Gradient-Free-Optimizers is the optimization backend of Hyperactive (in v3.0.0 and higher) but it can also be used by itself as a leaner and simpler optimization toolkit.

Main features

  • Easy to use:

    Simple API-design

    You can optimize anything that can be defined in a python function. For example a simple parabola function:

    def objective_function(para):
        score = para["x1"] * para["x1"]
        return -score

    Define where to search via numpy ranges:

    search_space = {
        "x": np.arange(0, 5, 0.1),

    That`s all the information the algorithm needs to search for the maximum in the objective function:

    from gradient_free_optimizers import RandomSearchOptimizer
    opt = RandomSearchOptimizer(search_space), n_iter=100000)
    Receive prepared information about ongoing and finished optimization runs

    During the optimization you will receive ongoing information in a progress bar:

    • current best score
    • the position in the search space of the current best score
    • the iteration when the current best score was found
    • other information about the progress native to tqdm
  • High performance:

    Modern optimization techniques

    Gradient-Free-Optimizers provides not just meta-heuristic optimization methods but also sequential model based optimizers like bayesian optimization, which delivers good results for expensive objetive functions like deep-learning models.

    Lightweight backend

    Even for the very simple parabola function the optimization time is about 60% of the entire iteration time when optimizing with random search. This shows, that (despite all its features) Gradient-Free-Optimizers has an efficient optimization backend without any unnecessary slowdown.

    Save time with memory dictionary

    Per default Gradient-Free-Optimizers will look for the current position in a memory dictionary before evaluating the objective function.

    • If the position is not in the dictionary the objective function will be evaluated and the position and score is saved in the dictionary.
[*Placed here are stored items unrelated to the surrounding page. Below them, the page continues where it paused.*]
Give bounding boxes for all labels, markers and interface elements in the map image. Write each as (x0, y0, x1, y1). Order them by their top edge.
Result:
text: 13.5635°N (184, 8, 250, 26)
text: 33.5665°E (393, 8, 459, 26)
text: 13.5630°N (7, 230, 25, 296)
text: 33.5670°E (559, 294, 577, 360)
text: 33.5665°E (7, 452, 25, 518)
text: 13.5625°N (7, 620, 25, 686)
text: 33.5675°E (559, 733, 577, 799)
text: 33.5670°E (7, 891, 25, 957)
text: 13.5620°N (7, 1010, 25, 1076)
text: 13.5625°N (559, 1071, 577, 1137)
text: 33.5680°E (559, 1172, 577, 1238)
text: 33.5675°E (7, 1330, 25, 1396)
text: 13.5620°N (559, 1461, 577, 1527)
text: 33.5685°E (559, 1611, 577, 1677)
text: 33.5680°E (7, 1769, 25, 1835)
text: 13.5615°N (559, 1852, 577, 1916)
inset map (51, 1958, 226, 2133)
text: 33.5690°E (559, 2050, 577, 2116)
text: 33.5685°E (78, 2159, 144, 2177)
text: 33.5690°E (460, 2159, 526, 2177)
    • If a position is already saved in the dictionary Gradient-Free-Optimizers will just extract the score from it instead of evaluating the objective function. This avoids reevaluating computationally expensive objective functions (machine- or deep-learning) and therefore saves time.

  • High reliability:

    Extensive testing

    Gradient-Free-Optimizers is extensivly tested with more than 400 tests in 2500 lines of test code. This includes the testing of:

    • Each optimization algorithm
    • Each optimization parameter
    • All attributes that are part of the public api
    Performance test for each optimizer

    Each optimization algorithm must perform above a certain threshold to be included. Poorly performing algorithms are reworked or scraped.

Optimization strategies:

Gradient-Free-Optimizers supports a variety of optimization algorithms, which can make choosing the right algorithm a tedious endeavor. The gifs in this section give a visual representation how the different optimization algorithms explore the search space and exploit the collected information about the search space for a convex and non-convex objective function.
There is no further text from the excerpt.